Words really do have power.
It may be that all writing is utterly precarious and depends on all sorts of contingent factors to have power, but it may have power nonetheless. It may be that all writing will one day be burned up and consumed when the sun goes supernova or remain forever unreadable in the eventual heat death of the Universe, but it may be worth something in the meantime nonetheless, and maybe the Master Author will even take some of it up into his Grand Theme and make it worth something beyond the walls of this world.
It may be that I have simply not gotten good enough at writing yet to have produced something that many other people will want to read, but it may be that eventually I will get there.

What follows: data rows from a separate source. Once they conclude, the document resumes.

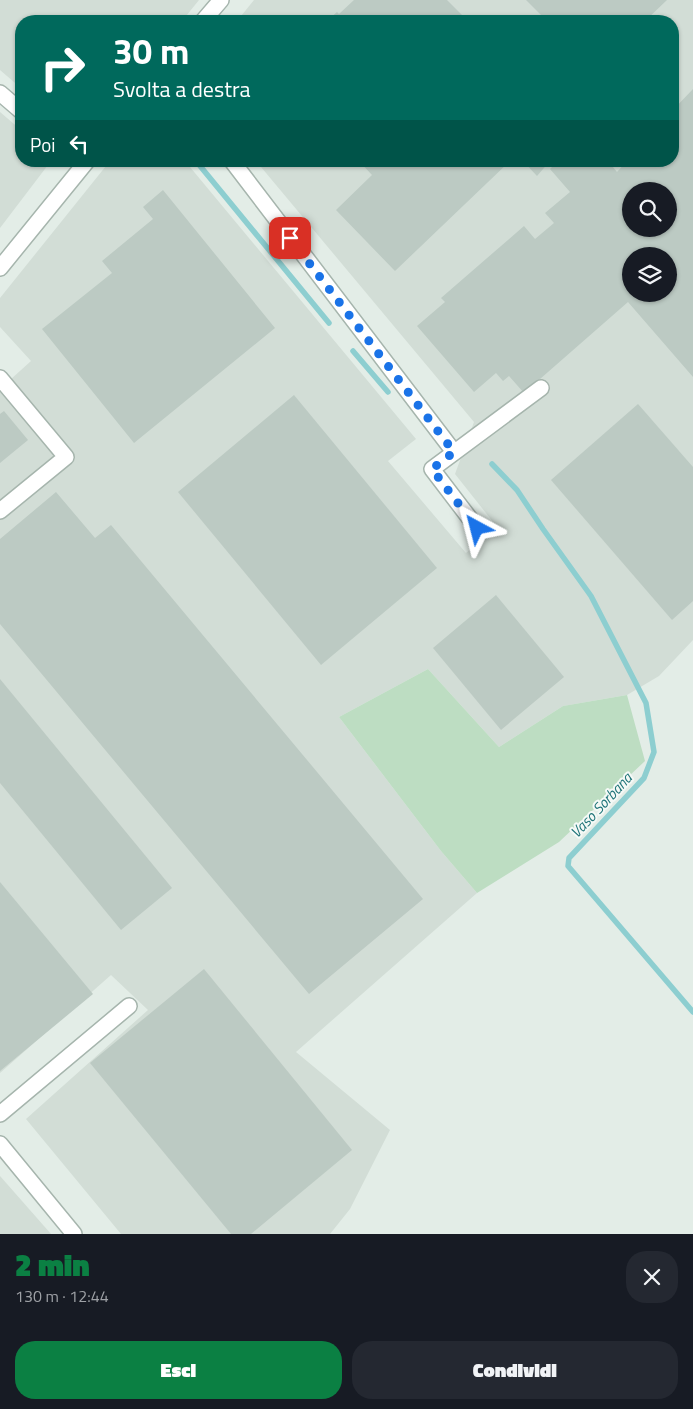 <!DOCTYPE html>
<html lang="it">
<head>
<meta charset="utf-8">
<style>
  body { margin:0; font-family:"Titillium Web",sans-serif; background:#242831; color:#f1f3f6; height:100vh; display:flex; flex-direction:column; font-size:19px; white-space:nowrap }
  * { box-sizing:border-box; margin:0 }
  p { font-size:16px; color:#9ea1a6 }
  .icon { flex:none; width:28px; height:28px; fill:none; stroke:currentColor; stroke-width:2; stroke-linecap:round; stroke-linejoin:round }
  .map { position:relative; height:1234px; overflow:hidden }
  .panel { display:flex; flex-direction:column; background:#171b24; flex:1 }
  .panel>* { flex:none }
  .top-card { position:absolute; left:15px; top:15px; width:664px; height:152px; border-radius:20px; box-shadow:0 1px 4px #0004; background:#00695c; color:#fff; overflow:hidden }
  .buttons { position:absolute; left:622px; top:182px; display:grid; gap:10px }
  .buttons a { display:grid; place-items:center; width:55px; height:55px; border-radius:50%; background:#171b24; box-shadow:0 1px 4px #0004; font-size:25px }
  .pin { position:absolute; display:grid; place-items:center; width:42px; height:42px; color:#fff; margin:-21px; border-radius:10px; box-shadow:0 2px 8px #0006 }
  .me { position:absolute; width:55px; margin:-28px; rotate:322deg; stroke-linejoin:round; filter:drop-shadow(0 0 4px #0008) }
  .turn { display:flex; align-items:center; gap:18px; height:105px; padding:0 15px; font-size:22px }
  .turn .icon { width:65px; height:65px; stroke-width:2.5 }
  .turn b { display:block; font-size:35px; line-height:42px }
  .then { display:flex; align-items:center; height:48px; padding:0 15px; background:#0003; gap:10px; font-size:19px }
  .round { display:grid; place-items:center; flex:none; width:52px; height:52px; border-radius:20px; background:#242831 }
  .head { display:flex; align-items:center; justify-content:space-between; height:85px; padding:0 15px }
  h1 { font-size:30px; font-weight:800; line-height:38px; color:#0b8043 }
  .button { display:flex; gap:10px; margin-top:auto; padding:10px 15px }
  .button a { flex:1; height:58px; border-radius:20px; background:#0b8043; color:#fff; font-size:20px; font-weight:800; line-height:58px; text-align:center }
  .button a+a { background:#242831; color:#f1f3f6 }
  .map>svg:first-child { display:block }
  .built { fill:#d2ddd6; fill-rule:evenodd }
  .green { fill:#bdddc2 }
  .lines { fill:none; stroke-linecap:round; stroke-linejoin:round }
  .stream { stroke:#8dced0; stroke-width:5.5 }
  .building { fill:#bccac3; fill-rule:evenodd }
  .minor-casing { stroke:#a6b5ad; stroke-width:18 }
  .minor { stroke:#fff; stroke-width:15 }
  .route { stroke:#1a73e8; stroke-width:9; stroke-dasharray:0 16.2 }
  .labels { text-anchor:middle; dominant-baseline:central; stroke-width:4; stroke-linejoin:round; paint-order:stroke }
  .water-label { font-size:15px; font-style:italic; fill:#1f7478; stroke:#f4f9f6 }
</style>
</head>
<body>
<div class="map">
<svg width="693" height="1234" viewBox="0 0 693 1234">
  <rect width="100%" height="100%" fill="#e3ede7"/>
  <!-- built -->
  <g class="built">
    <polygon points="0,0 199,0 182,21 21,21 21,88 0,70"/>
    <path d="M254,0H693V640L659,676L627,695L563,706L499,747L428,669L339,717L441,851L477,893L296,1052L390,1130L350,1209L330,1234H121L26,1119L148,1010L111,975L0,1073V389L31,361L0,327V298L110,161H185L416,439L388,461L466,553L497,527L455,474L474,422L256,161H672V21H237ZM631,191H669V229H631ZM631,256H669V294H631Z"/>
    <polygon points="0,112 21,130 21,161 51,161 0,228"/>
    <polygon points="0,1176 51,1234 0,1234"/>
  </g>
  <!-- green -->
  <polygon class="green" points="428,669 499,747 563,706 627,695 645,761 559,842 477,893 441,851 339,717"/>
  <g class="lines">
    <!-- stream -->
    <g class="stream">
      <polyline points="196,161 329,323"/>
      <polyline points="353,351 388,392"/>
      <polyline points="492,464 517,490 543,529 591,596 646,703 654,752 644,778 569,858 568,866 693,1012"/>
    </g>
  </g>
  <!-- building -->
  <g class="building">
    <polygon points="354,0 447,0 468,21 327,21 337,12 339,14"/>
    <polygon points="526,0 667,0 645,21 547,21"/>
    <path d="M693,89V377L628,302L524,393L509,376L503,381L496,373L474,392L417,326L445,302L441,298L524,226L535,239L554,223L545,213L570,192L550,169L558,161H608L617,172L627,161H672V111ZM631,191H669V229H631ZM631,256H669V294H631Z"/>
    <polygon points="359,161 510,161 395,271 336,210 372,175"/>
    <polygon points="523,161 550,161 537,176"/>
    <polygon points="163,190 275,328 134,443 42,329 112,273 102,261 153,219 143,207"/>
    <polygon points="294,395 437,568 321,665 178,492"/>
    <polygon points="638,404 693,467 693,601 672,620 551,480"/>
    <polygon points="4,411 28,440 0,463 0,414"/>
    <polygon points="56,492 95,538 111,525 423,899 309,994 0,624 0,539"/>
    <polygon points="496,595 564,677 501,730 433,648"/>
    <polygon points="0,679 172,888 121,930 0,783"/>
    <polygon points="0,882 93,994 0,1071"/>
    <polygon points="204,969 352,1150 251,1234 231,1234 90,1063"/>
  </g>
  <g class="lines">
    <defs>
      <g id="minor">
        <polyline points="203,21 221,0"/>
        <polyline points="0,93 21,111"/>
        <polyline points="232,161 454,452"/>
        <polyline points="0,268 87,161"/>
        <polyline points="0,378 66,457 0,511"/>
        <polyline points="477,528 432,469 541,388"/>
        <polyline points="0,1114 129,1006"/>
        <polyline points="0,1144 74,1234"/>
      </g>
    </defs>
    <!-- minor casing -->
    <use href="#minor" class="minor-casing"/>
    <!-- minor -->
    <use href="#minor" class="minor"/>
  </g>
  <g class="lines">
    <!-- route -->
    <polyline class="route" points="290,238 454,452 432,469 477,528"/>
  </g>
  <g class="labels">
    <!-- water labels -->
    <g class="water-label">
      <text transform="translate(601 805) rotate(-47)">Vaso Sorbana</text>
    </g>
  </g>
</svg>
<div class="buttons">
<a><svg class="icon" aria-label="search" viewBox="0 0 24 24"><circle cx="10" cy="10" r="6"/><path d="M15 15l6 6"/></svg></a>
<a><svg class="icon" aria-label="layers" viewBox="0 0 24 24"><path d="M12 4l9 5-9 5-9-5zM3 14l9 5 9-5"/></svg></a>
</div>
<div class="pin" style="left:290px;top:238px;background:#d93025"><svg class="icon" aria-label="arrive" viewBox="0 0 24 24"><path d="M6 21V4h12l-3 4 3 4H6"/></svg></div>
<svg class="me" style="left:477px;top:528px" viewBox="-20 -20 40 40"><path d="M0-17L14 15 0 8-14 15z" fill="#1a73e8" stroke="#fff" stroke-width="4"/></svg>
<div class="top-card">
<div class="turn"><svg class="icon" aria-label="right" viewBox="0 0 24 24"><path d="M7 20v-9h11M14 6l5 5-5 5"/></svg><div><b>30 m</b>Svolta a destra</div></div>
<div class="then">Poi<svg class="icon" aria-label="left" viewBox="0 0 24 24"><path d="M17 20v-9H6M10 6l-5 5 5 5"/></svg></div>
</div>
</div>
<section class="panel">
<div class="head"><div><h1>2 min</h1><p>130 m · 12:44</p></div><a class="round"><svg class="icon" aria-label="close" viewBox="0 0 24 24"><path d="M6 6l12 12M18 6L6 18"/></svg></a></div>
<div class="button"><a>Esci</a><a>Condividi</a></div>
</section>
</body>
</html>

(After all, they say it takes writing about one million words of crap in order to get really good, so I’ve got about another half a million to go.)
So, I will keep writing.
Maybe I will create something worth reading by many other people one day.
And even if I don’t, at least I will die trying.
A great piece, thank you. I think we must have similar tastes: there is no reading pleasure I look back on more fondly than Discworld! And I am of course a great fan of Pullman. I really enjoy what you're doing here - I'll look forward to reading more...
I remember the Prydain chronicles! Nice piece, this all resonates with me. Keep going!